[Collected data entries]
[Start of section]

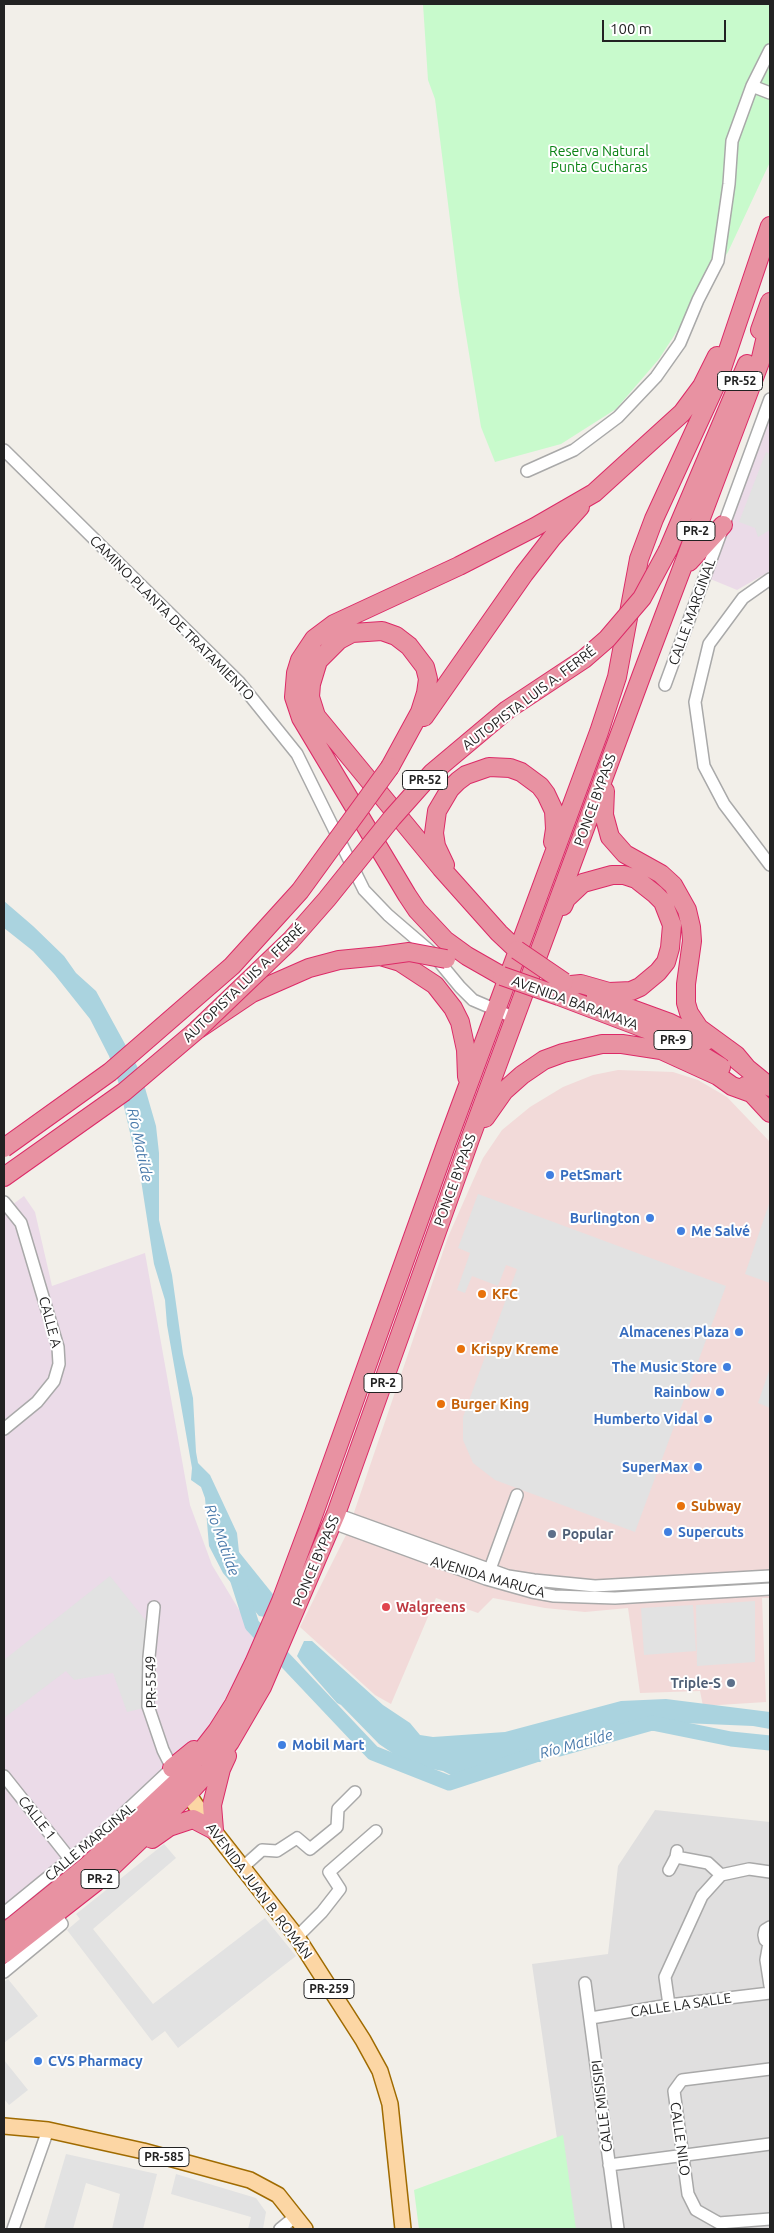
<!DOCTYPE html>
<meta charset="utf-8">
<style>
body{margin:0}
#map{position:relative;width:774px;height:2233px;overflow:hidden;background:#f2efe9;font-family:Ubuntu,sans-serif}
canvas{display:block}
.frame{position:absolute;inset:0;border:5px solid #222;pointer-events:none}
.scale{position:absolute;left:602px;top:20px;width:124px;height:22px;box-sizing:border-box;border:2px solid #222;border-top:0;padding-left:6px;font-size:15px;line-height:18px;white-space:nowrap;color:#222;-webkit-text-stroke:4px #fff;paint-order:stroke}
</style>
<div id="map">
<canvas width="774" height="2233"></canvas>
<div class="frame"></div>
<div class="scale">100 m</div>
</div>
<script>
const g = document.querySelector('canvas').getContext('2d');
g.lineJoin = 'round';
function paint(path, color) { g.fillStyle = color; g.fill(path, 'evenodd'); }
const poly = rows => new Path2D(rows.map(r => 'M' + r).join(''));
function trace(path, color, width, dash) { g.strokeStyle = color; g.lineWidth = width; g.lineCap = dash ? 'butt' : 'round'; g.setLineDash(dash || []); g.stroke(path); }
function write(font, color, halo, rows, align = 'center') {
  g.font = font + ' Ubuntu,sans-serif'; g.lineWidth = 4; g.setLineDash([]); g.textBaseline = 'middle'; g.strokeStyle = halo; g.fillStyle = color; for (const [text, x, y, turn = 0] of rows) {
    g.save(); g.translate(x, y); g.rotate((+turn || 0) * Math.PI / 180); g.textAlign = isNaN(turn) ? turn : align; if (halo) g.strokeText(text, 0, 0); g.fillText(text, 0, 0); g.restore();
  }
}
paint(poly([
 [655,1810,770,1822,770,2229,570,2229,532,1964,608,1954,618,1866]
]), '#e0dfdf');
paint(poly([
 [618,1070,673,1072,698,1080,727,1097,770,1142,770,1598,762,1598,766,1702,703,1706,700,1691,640,1693,628,1608,585,1612,545,1608,493,1598,478,1613,436,1598,391,1704,375,1695,300,1627,347,1533,448,1237,483,1158,502,1130,530,1107,563,1087,593,1075]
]), '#f2dad9');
paint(poly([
 [770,416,770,571,737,590,708,578],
 [24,1196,35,1212,52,1286,145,1253,190,1505,212,1565,256,1638,231,1688,205,1734,155,1797,4,1925,4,1211]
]), '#ebdbe8');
paint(poly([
 [423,4,770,4,770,162,728,252,659,359,616,409,561,444,495,462,481,427,459,292,435,99,428,80],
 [563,2135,576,2229,419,2229,414,2190]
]), '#c8facc');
paint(poly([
 [766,452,770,454,770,530,758,537,755,528,739,522],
 [478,1194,726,1286,635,1532,495,1480,473,1463,463,1440,463,1417,517,1269,506,1265,498,1286,472,1276,465,1293,457,1290,470,1253,458,1248],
 [770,1201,770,1283,745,1274],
 [770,1368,770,1408,758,1403],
 [110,1576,146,1621,144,1708,127,1712,113,1673,74,1680,66,1671,4,1718,4,1660],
 [755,1601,755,1662,697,1666,696,1605],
 [693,1605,696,1651,644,1655,641,1608],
 [164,1844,176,1858,93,1929,153,2004,265,1918,296,1956,178,2048,165,2031,152,2041,67,1930,80,1919,76,1914],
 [8,1979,38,2016,4,2043,4,1982],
 [4,2060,28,2090,9,2105,4,2099],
 [66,2154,157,2174,143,2229,112,2229,120,2194,86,2183,73,2229,44,2229],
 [176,2174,256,2198,266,2212,263,2229,248,2229,251,2217,171,2194]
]), '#e2e2e2');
paint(poly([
 [4,901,33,926,64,956,76,973,96,991,137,1066,143,1081,156,1126,159,1153,159,1220,172,1275,183,1354,193,1398,196,1452,198,1463,210,1475,237,1533,239,1552,276,1598,265,1617,259,1616,223,1573,209,1546,205,1498,201,1487,191,1480,192,1468,167,1325,165,1300,154,1264,141,1180,118,1081,109,1056,90,1019,55,975,33,951,4,928],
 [304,1641,312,1641,383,1705,410,1723,420,1735,433,1737,505,1732,621,1701,666,1699,770,1712,770,1729,753,1726,683,1723,654,1731,630,1728,605,1729,590,1734,567,1751,551,1754,540,1762,504,1760,476,1773,453,1776,443,1771,410,1765,379,1744,341,1705,337,1703,302,1663,297,1656]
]), '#aad3df');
trace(poly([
 [237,1578,252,1625,373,1753,449,1783,535,1755],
 [559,1749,652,1723,731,1739,770,1743]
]), '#aad3df', 15);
const minor = poly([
 [752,86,770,93],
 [4,450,239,682,297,754,364,890,388,915,431,952,460,987,473,1000,515,1018],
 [527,471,574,450,618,417,656,377,680,343,698,300,718,261,729,184,732,141,752,86,770,50],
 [770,579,743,598,709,644,695,702,704,766,724,804,770,865],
 [665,685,770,399],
 [4,1202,21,1223,58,1347,59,1364,54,1381,37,1402,4,1429],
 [336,1514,508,1576,534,1580,595,1586,770,1576],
 [333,1523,486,1579,532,1592,554,1596,615,1598,770,1589],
 [490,1569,517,1495],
 [154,1607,149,1657,148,1706,163,1750,174,1772],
 [4,1776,70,1859],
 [676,1857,708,1863,721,1875],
 [243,1867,262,1850,277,1851,297,1838,310,1849,337,1827,338,1809,355,1792],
 [669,1870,676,1857,677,1851],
 [4,1913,107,1829,172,1768],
 [770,1927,765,1930,764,1935,765,1940,770,1943],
 [297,1937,322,1912,340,1889,329,1872,376,1831],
 [769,1943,766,1960,770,1986],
 [4,1972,62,1924,55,1914],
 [585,1983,618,2229],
 [669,2005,665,1977,702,1896,721,1875,749,1869,770,1872],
 [591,2018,669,2005,770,1993],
 [770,2069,682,2080,674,2091,688,2194,696,2210,719,2223,770,2219],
 [609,2165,770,2144],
 [13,2229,48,2130],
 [280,2229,296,2216]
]);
const major = poly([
 [182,1785,210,1826,297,1937,363,2040,380,2071,390,2104,403,2229],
 [4,2126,48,2130,143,2151,250,2180,278,2195,305,2229]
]);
const highway = poly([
 [760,330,770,302],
 [668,550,747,364],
 [689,562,723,525],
 [424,717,524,574,552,538,580,507],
 [390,767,420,712,426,693,428,679,425,667,409,646,396,636,382,631,352,633,339,640,318,661,311,684,310,697,316,716,441,868,499,933,517,950],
 [605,791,604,815,610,837,625,854,661,874,673,885,687,910,691,927,692,941,686,984,686,1003,689,1013,699,1028,736,1055,746,1067],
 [445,865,436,846,434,833,437,811,450,789,458,781,466,775,489,767,510,768,521,772,540,786,546,794,554,811,555,829,553,842],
 [563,906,566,899,583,883,612,875,624,875,636,879,655,894,663,902,672,925,670,948,666,962,658,972,640,987,631,991,609,992,581,984,571,985],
 [502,976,467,956,445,940,417,910,407,895,301,718,294,697,296,673,300,660,314,639,334,624,459,566,535,527,594,493,682,413,702,386,717,356],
 [559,996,667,1037,693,1050,721,1067],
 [596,996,670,1023,706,1041],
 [737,1060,770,1087],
 [745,1086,770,1113],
 [485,1118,504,1091,522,1075,544,1060,563,1053,602,1044,622,1044,661,1050,718,1076,732,1086,754,1094],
 [4,1177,124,1092,197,1030,252,993,309,968,339,960,380,956,400,962,435,985,453,1008,460,1022,466,1050,467,1077],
 [172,1768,194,1750],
 [214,1830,212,1805,221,1769,227,1756],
 [152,1839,169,1827,193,1819,214,1830],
 [4,1933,87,1866,179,1780,217,1731,234,1704,254,1663,281,1601,314,1513,446,1145,599,732,617,677,639,559,654,519,718,380,770,226],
 [4,1954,96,1882,188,1794,208,1772,230,1742,262,1687,336,1514,470,1139,642,674,760,362,770,319]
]);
trace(minor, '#a9a9a9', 14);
trace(major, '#a06b00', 18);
trace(highway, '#dc2a67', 20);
trace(minor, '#fff', 11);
trace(major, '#fcd6a4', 15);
trace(highway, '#e892a2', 18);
const highwayBridge = poly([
 [517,950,564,982],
 [380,956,409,952,446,959],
 [502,976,559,996],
 [197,1030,291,940,327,899,392,818,432,773,507,710,584,659,607,639,642,598,668,550],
 [4,1148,110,1072,232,966,300,891,390,767]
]);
trace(highwayBridge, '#dc2a67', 20, []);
trace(highwayBridge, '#e892a2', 18);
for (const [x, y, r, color] of [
 [550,1175,5,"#3f7fe0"],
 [650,1218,5,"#3f7fe0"],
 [681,1231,5,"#3f7fe0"],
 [482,1294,5,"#e8710a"],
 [739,1332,5,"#3f7fe0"],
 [461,1349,5,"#e8710a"],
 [727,1367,5,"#3f7fe0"],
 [720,1392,5,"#3f7fe0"],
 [441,1404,5,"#e8710a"],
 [708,1419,5,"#3f7fe0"],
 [698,1467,5,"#3f7fe0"],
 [681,1506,5,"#e8710a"],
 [668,1532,5,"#3f7fe0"],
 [552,1534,5,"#5c6f8a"],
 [386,1607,5,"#e0444e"],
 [731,1683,5,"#5c6f8a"],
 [282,1745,5,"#3f7fe0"],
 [38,2061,5,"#3f7fe0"]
]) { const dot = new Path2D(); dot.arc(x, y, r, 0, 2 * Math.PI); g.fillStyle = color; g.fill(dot); trace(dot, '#fff', 2); }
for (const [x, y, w] of [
 [740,381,45],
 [696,531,38],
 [425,780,45],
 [673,1040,38],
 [383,1383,38],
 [100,1879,38],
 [329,1989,50],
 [164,2157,50]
]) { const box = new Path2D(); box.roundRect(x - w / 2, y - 9.5, w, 19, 4); g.fillStyle = '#fff'; g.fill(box); trace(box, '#222', 1); }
write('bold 12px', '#222', null, [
 ["PR-52",740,381],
 ["PR-2",696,531],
 ["PR-52",425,780],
 ["PR-9",673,1040],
 ["PR-2",383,1383],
 ["PR-2",100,1879],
 ["PR-259",329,1989],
 ["PR-585",164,2157]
]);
write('14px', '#0c8416', '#fff', [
 ["Reserva Natural",599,151],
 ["Punta Cucharas",599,167]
]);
write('14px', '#222', '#fff', [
 ["CALLE MARGINAL",692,612,-70],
 ["CAMINO PLANTA DE TRATAMIENTO",172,618,45],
 ["AUTOPISTA LUIS A. FERRÉ",529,698,-37],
 ["PONCE BYPASS",595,800,-70],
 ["AUTOPISTA LUIS A. FERRÉ",244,983,-44],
 ["AVENIDA BARAMAYA",575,1003,20],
 ["PONCE BYPASS",455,1180,-70],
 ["CALLE A",50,1322,75],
 ["PONCE BYPASS",316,1561,-67],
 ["AVENIDA MARUCA",488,1577,16],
 ["PR-5549",151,1682,-91],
 ["CALLE 1",37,1818,52],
 ["CALLE MARGINAL",90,1842,-40],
 ["AVENIDA JUAN B. ROMÁN",259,1891,53],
 ["CALLE LA SALLE",681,2005,-8],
 ["CALLE MISISIPI",602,2106,-97],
 ["CALLE NILO",680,2139,82]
]);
write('bold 14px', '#366cbe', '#fff', [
 ["PetSmart",560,1175,"left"],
 ["Burlington",640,1218],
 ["Me Salvé",691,1231,"left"],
 ["Almacenes Plaza",729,1332],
 ["The Music Store",717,1367],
 ["Rainbow",710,1392],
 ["Humberto Vidal",698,1419],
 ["SuperMax",688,1467],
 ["Supercuts",678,1532,"left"],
 ["Mobil Mart",292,1745,"left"],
 ["CVS Pharmacy",48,2061,"left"]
], 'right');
write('bold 14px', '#c56008', '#fff', [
 ["KFC",492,1294],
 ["Krispy Kreme",471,1349],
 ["Burger King",451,1404],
 ["Subway",691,1506]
], 'left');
write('bold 14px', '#4e5e75', '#fff', [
 ["Popular",562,1534],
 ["Triple-S",721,1683,"right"]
], 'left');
write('bold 14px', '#be3a42', '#fff', [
 ["Walgreens",396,1607]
], 'left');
write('italic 15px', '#4a7aab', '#fff', [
 ["Río Matilde",140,1145,78],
 ["Río Matilde",222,1540,70],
 ["Río Matilde",576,1744,-15]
]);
</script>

[End of section]

» **WORK TO BE COMPLETED**
Lines in the data holding the word "rows": count them and say how many, nothing more.

» **EXERCISE OUTPUT**
3